Saved data entries
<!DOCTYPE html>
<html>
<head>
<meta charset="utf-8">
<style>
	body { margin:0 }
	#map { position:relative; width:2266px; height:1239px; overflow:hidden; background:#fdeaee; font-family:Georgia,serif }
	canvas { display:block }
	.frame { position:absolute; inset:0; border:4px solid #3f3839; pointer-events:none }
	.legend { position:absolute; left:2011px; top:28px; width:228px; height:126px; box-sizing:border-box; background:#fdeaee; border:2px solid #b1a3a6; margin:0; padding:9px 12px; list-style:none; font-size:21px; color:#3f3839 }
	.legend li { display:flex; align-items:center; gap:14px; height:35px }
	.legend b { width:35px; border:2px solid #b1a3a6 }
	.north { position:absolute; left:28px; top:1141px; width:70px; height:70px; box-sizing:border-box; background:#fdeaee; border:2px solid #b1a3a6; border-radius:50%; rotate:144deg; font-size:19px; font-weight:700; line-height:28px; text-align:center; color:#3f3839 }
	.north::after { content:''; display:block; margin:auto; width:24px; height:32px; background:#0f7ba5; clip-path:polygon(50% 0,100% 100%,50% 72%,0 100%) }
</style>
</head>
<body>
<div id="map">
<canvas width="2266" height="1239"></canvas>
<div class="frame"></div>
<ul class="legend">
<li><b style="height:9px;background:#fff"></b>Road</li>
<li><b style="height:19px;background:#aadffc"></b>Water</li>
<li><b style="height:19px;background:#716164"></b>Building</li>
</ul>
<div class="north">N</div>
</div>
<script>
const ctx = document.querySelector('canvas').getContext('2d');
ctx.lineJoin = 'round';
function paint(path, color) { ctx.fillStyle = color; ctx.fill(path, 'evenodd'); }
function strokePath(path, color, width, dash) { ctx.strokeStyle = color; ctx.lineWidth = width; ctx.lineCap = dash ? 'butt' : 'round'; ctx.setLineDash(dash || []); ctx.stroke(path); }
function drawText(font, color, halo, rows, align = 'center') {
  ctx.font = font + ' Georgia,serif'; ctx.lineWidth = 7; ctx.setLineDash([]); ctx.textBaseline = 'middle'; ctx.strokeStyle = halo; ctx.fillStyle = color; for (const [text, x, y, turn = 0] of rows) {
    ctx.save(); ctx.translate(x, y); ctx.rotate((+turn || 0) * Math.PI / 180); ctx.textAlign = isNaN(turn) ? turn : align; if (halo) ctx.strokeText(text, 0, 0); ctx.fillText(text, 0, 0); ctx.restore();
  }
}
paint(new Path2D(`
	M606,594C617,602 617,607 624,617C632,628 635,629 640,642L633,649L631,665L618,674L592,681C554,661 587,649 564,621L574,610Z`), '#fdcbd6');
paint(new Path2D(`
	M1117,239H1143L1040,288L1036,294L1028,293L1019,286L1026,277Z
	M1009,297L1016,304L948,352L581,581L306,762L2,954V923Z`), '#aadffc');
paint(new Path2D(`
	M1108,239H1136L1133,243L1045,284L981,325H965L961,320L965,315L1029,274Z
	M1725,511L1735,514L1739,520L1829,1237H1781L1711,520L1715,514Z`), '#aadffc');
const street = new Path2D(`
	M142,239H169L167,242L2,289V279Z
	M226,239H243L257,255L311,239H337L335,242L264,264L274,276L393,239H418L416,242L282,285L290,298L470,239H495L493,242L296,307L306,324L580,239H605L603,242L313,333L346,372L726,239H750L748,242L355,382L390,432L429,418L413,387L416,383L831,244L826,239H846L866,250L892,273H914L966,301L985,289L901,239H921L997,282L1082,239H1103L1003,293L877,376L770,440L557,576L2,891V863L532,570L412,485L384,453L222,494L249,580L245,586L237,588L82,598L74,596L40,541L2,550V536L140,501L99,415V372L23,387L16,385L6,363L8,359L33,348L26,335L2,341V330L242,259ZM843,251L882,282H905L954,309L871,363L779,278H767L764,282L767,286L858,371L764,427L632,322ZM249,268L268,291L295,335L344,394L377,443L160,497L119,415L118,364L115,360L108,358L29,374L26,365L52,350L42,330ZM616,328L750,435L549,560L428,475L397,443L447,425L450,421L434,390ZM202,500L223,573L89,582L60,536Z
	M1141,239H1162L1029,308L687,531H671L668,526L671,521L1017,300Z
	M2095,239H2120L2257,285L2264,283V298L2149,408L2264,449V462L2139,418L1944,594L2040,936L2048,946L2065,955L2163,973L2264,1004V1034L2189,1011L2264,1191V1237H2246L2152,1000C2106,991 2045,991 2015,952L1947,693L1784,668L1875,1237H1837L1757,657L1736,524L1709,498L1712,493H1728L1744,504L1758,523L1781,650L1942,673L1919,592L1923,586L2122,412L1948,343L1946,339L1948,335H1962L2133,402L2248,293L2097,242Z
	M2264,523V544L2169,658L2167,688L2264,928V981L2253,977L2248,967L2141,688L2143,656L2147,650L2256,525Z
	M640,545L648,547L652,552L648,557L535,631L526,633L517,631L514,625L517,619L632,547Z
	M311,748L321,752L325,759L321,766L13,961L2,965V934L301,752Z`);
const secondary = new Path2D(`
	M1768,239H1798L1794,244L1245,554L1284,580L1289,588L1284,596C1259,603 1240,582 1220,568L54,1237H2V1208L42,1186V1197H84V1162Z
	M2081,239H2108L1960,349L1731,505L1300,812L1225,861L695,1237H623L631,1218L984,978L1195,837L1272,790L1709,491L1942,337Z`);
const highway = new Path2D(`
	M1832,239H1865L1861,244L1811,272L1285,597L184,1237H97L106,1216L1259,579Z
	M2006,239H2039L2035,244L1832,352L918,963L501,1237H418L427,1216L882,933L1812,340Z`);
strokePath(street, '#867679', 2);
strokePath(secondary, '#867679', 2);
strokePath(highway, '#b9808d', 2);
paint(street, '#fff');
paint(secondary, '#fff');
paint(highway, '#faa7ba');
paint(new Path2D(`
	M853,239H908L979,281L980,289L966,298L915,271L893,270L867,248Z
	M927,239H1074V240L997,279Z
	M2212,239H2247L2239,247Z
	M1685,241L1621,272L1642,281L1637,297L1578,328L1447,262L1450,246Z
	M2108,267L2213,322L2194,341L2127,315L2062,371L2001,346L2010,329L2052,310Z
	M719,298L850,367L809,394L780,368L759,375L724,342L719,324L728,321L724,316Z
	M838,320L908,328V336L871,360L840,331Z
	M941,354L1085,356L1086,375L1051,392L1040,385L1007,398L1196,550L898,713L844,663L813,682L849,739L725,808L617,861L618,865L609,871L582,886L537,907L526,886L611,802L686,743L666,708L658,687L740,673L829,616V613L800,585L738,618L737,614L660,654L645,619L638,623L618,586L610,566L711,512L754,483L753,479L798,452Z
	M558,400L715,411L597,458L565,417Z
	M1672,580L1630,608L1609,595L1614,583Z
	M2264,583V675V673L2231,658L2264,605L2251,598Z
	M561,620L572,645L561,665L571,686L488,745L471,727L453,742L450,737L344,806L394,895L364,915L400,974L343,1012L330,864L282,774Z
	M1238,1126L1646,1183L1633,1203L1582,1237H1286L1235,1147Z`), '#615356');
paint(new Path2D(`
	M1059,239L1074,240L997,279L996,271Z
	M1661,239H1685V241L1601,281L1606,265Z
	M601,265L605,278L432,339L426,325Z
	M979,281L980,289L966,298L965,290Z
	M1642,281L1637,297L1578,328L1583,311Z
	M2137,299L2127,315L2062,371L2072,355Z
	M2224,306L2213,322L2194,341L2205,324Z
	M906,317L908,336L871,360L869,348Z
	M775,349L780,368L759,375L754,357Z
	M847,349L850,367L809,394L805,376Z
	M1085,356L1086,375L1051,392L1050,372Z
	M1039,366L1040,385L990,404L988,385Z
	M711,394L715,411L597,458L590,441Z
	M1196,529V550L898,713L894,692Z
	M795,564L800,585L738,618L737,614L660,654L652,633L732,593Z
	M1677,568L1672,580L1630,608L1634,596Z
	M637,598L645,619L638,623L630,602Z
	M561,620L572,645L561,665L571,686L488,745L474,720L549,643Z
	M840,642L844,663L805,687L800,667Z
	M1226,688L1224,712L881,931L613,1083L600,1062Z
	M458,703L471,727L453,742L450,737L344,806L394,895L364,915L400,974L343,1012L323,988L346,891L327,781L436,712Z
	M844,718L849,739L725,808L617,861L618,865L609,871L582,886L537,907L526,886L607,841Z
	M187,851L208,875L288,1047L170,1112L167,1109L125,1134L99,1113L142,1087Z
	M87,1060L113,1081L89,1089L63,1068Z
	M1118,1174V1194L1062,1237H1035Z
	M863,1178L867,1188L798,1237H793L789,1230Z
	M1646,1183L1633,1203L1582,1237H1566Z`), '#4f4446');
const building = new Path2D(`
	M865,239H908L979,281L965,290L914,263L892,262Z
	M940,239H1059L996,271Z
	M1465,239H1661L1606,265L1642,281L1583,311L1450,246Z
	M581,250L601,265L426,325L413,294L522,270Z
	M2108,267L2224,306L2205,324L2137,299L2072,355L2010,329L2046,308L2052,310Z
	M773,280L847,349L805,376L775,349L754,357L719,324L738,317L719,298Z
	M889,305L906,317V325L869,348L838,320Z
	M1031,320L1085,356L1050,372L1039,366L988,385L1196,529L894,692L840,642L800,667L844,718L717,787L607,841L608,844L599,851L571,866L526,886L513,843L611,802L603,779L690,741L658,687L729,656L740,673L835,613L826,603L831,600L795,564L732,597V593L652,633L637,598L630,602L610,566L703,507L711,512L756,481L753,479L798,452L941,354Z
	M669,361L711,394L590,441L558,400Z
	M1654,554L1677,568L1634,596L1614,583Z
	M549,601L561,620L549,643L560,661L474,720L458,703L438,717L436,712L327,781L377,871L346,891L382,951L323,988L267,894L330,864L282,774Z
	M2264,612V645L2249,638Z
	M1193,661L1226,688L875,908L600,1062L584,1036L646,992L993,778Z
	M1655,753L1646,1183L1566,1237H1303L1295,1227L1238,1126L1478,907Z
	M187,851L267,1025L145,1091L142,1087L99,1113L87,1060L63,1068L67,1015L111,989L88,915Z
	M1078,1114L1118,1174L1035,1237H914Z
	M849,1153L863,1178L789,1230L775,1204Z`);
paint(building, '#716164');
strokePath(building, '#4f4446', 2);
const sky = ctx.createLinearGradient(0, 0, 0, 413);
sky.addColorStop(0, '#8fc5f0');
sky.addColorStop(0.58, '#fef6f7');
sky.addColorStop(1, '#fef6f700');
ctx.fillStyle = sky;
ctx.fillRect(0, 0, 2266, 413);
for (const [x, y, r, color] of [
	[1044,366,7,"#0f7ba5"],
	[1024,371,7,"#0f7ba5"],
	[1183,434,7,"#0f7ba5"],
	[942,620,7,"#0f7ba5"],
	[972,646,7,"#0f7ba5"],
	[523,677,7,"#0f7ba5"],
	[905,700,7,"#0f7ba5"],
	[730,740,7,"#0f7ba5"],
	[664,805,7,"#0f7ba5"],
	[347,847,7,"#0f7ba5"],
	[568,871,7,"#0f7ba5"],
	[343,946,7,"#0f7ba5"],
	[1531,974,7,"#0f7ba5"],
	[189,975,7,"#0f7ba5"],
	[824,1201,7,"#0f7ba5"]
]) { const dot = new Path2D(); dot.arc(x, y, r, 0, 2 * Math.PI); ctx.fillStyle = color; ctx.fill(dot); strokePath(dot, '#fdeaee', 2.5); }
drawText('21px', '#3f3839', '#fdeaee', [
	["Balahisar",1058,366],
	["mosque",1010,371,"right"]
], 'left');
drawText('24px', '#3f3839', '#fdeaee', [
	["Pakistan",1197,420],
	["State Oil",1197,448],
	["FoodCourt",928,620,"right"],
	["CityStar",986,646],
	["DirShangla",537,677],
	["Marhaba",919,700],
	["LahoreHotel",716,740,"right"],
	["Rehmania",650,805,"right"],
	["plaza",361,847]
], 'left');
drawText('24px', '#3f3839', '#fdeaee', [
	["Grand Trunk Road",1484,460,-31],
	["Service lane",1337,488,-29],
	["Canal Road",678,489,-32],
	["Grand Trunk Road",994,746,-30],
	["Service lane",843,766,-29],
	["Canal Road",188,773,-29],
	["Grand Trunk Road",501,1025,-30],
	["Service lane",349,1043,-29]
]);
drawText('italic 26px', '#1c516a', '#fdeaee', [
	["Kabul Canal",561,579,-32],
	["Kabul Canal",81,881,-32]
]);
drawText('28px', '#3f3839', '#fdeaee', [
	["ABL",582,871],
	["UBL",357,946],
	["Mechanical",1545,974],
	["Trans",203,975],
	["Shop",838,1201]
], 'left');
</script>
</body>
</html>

**WORK REQUIRED:**
Please retype the top of the data exactly, down to and including the line that holds "ctx.lineJoin = 'round';", and nothing further.

**ANSWER BELOW:**
<!DOCTYPE html>
<html>
<head>
<meta charset="utf-8">
<style>
	body { margin:0 }
	#map { position:relative; width:2266px; height:1239px; overflow:hidden; background:#fdeaee; font-family:Georgia,serif }
	canvas { display:block }
	.frame { position:absolute; inset:0; border:4px solid #3f3839; pointer-events:none }
	.legend { position:absolute; left:2011px; top:28px; width:228px; height:126px; box-sizing:border-box; background:#fdeaee; border:2px solid #b1a3a6; margin:0; padding:9px 12px; list-style:none; font-size:21px; color:#3f3839 }
	.legend li { display:flex; align-items:center; gap:14px; height:35px }
	.legend b { width:35px; border:2px solid #b1a3a6 }
	.north { position:absolute; left:28px; top:1141px; width:70px; height:70px; box-sizing:border-box; background:#fdeaee; border:2px solid #b1a3a6; border-radius:50%; rotate:144deg; font-size:19px; font-weight:700; line-height:28px; text-align:center; color:#3f3839 }
	.north::after { content:''; display:block; margin:auto; width:24px; height:32px; background:#0f7ba5; clip-path:polygon(50% 0,100% 100%,50% 72%,0 100%) }
</style>
</head>
<body>
<div id="map">
<canvas width="2266" height="1239"></canvas>
<div class="frame"></div>
<ul class="legend">
<li><b style="height:9px;background:#fff"></b>Road</li>
<li><b style="height:19px;background:#aadffc"></b>Water</li>
<li><b style="height:19px;background:#716164"></b>Building</li>
</ul>
<div class="north">N</div>
</div>
<script>
const ctx = document.querySelector('canvas').getContext('2d');
ctx.lineJoin = 'round';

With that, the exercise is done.